A wrinkle in time: how one 30-something learned to stop obsessing over her first dermo-crease

Shape, Feb, 2005 by Lisa B. Samalonis

I always swore I would embrace the procession of time and the wisdom that came with it. I would age gracefully just as my mother and grandmother have. A frozen face was not for me--the down-to-earth girl with naturally curly hair, no makeup, bare feet and ample opinions.

Then I discovered my first dermo-crease a month before my 34th birthday.

At first, I thought it was a wrinkle right smack where my smile should have stretched, but I found out from the beauty experts at the makeup counter that it was in fact a dermo-crease, a precursor to the dreaded wrinkle.

So, I did what any self-respecting 30-something would do: I plunked down my plastic for the latest scientifically enhanced, moisturizing, anti-wrinkle, dermo-crease-ceasing cure-all. While signing the credit slip, my hand trembled slightly at the notion that I had somehow purchased what Ponce de Leon had long sought. (Hmmm ... or maybe it shook due to the $68 price tag?)

One week later, after having moisturized religiously, my fingers slipped over smooth, supple skin. The line--the dermo-crease--had disappeared.

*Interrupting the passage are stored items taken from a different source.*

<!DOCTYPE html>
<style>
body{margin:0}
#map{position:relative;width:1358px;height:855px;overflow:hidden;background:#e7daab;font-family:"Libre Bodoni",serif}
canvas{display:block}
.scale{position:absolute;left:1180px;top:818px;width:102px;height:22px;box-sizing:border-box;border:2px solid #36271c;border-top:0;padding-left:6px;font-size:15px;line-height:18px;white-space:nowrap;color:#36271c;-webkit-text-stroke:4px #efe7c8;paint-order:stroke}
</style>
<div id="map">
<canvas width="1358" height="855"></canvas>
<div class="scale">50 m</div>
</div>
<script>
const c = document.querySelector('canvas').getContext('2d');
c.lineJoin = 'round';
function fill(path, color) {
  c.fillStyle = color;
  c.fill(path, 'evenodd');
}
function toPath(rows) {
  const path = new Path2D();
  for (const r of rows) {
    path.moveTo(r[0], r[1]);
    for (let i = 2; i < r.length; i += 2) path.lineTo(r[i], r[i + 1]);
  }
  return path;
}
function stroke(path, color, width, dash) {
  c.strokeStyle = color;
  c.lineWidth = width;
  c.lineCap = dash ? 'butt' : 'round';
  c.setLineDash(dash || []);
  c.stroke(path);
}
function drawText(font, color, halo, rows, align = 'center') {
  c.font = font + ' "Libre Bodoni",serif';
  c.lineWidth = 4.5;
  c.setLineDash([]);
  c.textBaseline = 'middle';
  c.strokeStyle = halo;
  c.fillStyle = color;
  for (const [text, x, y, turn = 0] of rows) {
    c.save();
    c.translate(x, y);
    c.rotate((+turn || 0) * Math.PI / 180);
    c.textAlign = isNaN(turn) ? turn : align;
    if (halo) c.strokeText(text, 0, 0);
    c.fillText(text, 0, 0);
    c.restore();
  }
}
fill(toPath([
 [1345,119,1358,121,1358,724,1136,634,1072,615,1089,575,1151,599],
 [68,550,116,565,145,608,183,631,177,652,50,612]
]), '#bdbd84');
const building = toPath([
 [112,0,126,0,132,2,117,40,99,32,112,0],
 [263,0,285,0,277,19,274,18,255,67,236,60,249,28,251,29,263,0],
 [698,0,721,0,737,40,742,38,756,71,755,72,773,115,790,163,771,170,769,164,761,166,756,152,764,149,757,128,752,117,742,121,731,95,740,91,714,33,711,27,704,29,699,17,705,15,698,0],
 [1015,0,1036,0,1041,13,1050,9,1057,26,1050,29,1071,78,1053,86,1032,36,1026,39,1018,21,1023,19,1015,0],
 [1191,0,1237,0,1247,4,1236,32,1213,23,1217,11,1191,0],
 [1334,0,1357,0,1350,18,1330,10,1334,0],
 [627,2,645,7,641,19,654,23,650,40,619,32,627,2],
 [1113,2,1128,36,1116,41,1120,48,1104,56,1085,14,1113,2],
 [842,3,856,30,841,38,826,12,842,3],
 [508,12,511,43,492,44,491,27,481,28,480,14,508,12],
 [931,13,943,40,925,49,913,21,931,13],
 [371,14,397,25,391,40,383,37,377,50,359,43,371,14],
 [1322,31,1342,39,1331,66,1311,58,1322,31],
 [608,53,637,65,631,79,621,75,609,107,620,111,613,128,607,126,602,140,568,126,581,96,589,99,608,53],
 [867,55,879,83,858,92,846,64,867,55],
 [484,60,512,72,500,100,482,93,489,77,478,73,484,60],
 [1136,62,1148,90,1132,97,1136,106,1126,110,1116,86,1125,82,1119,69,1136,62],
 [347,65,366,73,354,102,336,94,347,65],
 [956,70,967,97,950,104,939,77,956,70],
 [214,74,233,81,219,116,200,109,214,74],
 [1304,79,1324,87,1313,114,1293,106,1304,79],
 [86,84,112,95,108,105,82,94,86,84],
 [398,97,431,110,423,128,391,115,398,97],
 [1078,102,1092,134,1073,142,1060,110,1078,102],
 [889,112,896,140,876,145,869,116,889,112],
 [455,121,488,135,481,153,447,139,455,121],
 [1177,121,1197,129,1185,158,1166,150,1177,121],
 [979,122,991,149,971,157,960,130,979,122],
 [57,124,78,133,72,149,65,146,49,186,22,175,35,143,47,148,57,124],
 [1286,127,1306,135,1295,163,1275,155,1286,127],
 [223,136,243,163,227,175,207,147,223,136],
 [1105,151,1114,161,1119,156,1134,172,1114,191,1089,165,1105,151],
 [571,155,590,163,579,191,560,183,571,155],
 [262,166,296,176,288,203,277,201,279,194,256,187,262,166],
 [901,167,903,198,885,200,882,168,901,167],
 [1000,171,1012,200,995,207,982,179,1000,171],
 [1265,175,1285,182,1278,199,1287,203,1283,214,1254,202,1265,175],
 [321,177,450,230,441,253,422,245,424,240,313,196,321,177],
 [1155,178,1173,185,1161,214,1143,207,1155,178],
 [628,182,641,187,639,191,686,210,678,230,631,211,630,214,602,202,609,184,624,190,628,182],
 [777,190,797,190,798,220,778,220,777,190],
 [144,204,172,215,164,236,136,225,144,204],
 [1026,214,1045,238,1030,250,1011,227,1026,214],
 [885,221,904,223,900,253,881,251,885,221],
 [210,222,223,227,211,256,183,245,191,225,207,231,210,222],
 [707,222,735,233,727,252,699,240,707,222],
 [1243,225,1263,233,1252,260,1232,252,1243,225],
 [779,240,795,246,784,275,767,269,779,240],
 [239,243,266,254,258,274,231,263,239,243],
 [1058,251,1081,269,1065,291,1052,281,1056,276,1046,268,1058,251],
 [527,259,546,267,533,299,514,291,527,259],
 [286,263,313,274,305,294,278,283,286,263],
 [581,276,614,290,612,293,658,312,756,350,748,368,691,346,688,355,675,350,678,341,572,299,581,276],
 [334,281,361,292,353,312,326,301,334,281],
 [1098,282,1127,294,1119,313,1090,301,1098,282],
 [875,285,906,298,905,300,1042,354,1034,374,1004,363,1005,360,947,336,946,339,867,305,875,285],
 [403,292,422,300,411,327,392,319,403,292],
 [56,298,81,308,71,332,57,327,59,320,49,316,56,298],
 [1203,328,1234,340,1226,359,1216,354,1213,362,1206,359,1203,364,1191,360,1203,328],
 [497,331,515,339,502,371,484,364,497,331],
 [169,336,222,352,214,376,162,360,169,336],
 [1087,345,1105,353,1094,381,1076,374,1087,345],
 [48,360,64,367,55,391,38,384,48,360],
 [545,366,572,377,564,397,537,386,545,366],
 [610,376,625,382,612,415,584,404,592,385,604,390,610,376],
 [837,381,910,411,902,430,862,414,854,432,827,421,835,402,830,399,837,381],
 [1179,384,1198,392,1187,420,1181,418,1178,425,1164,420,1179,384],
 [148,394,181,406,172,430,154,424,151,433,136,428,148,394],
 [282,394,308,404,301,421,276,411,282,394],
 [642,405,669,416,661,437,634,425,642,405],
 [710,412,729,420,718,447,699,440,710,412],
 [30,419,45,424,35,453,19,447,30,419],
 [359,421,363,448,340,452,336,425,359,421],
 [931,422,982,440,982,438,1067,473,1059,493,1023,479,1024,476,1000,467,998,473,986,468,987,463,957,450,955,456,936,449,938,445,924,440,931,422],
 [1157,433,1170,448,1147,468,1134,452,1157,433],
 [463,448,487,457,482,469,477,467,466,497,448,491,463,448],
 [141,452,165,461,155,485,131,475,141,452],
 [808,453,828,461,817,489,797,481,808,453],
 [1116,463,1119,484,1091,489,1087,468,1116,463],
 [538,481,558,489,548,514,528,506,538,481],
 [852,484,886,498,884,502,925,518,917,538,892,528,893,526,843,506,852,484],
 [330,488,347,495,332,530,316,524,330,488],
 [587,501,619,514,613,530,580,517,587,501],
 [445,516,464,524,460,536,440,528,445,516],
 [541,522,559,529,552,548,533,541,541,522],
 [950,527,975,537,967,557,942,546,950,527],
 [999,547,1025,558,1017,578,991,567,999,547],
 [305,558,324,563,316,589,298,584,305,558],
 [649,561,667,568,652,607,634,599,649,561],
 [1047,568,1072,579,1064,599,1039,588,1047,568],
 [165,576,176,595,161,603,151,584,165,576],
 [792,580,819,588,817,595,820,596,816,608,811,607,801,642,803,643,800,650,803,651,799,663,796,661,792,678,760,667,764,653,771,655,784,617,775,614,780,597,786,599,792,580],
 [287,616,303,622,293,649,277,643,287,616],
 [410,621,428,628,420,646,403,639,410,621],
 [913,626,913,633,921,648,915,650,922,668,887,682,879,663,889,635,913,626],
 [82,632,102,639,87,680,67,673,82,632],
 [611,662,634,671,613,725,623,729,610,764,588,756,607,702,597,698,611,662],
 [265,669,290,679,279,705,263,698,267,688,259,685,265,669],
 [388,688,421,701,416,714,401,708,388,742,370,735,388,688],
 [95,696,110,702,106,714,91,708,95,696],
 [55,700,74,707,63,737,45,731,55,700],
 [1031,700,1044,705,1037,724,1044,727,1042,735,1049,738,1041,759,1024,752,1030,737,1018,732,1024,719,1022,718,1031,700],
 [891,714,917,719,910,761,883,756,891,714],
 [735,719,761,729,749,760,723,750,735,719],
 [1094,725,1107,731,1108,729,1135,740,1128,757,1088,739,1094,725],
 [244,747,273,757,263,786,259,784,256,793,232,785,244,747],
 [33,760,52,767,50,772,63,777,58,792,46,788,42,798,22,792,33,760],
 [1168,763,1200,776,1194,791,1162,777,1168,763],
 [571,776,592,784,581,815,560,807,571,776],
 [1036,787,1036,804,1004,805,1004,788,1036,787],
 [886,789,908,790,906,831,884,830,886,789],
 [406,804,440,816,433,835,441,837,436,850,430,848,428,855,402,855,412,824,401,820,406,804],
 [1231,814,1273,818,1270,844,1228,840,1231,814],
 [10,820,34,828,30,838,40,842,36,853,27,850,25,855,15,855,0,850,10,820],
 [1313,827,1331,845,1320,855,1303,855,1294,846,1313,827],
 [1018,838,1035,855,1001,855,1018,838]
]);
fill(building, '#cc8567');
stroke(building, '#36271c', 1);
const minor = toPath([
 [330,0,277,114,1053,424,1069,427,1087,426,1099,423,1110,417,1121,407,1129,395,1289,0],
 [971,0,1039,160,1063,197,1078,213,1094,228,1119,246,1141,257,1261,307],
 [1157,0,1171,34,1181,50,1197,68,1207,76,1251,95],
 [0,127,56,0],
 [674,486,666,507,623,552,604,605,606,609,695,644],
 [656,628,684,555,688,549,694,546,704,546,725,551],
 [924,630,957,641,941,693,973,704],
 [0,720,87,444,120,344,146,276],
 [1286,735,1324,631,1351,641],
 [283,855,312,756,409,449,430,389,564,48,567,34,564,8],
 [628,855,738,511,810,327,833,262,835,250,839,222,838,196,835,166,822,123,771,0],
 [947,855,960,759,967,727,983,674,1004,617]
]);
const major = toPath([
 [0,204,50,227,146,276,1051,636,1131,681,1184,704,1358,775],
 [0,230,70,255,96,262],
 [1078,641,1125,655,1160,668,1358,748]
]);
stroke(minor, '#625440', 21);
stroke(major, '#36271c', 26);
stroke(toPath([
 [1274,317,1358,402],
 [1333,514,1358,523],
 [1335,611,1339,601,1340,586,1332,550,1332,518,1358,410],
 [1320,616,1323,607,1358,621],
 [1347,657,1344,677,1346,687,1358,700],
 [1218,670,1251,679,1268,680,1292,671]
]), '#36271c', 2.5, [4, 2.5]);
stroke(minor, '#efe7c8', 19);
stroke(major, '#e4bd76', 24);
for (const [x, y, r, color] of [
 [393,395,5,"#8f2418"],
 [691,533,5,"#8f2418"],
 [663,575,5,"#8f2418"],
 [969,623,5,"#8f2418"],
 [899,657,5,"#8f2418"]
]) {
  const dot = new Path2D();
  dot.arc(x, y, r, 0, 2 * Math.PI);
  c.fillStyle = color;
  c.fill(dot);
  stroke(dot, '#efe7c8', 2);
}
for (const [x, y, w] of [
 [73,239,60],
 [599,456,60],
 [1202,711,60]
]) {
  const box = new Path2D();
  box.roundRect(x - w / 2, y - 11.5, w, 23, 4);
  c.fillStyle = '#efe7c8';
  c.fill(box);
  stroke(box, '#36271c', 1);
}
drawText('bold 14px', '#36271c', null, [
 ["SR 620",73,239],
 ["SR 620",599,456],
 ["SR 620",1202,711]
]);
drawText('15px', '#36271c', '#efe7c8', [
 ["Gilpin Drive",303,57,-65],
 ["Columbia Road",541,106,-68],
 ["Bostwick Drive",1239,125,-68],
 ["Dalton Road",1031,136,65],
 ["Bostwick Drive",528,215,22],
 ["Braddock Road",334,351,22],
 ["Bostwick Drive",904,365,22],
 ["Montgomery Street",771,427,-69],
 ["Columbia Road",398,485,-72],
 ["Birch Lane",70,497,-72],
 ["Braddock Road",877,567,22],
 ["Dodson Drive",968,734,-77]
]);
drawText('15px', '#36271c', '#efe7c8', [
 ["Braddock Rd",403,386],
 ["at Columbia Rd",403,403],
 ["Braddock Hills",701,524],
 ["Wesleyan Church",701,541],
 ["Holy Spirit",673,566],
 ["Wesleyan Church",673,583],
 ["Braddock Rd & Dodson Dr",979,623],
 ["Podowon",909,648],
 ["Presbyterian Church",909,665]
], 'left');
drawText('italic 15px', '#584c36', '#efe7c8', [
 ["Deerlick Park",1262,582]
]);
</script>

Or at least I thought it had.

Was it really there at all? I asked myself. Or was I just being vain on a navel-gazing day? I was definitely obsessed that first afternoon of discovery, traveling to the mirror again and again, pressing the pad of my fingertip against my face. Maybe my skin had really only been in need of plain old night cream. Or maybe I just needed to drink more water.

And who cares if it was a wrinkle, I thought as time went on. I am, after all, fit and firm, having lost 35 pounds thanks to a healthful diet and consistent exercise. My BMI is a boffo 22, and I am managing to maintain my weight loss. I get more toned with each trek on the treadmill, each walk around the block, each set of biceps curls. Better still, my newly improved lifestyle gives me excess energy when I climb the stairs or run after my two little boys. I am married to a good man, working in my chosen profession and living close to my extended family. These are the really important things, no?

So what if one damned dermo-crease decided to take up residence on my face? It is no cause for me to reach for the Retin-A or dash to the dermatologist for a blast of Botox. These measures may work for others (and more power to them!) but I promised myself they wouldn't be for me.

Deep down I know that my life is more substantial than one laugh line. Since my children were born, I have laughed more over little things than I ever thought possible, and I plan to continue. I, the type-A woman who once constructed elaborate five- and 10-year plans, am finally learning to live in the moment, taking life one wrinkle at a time.

But I'll keep chugging water and applying night cream--just in case.

Lisa B. Samalonis applies copious amounts of face cream in Gloucester Township, N.J.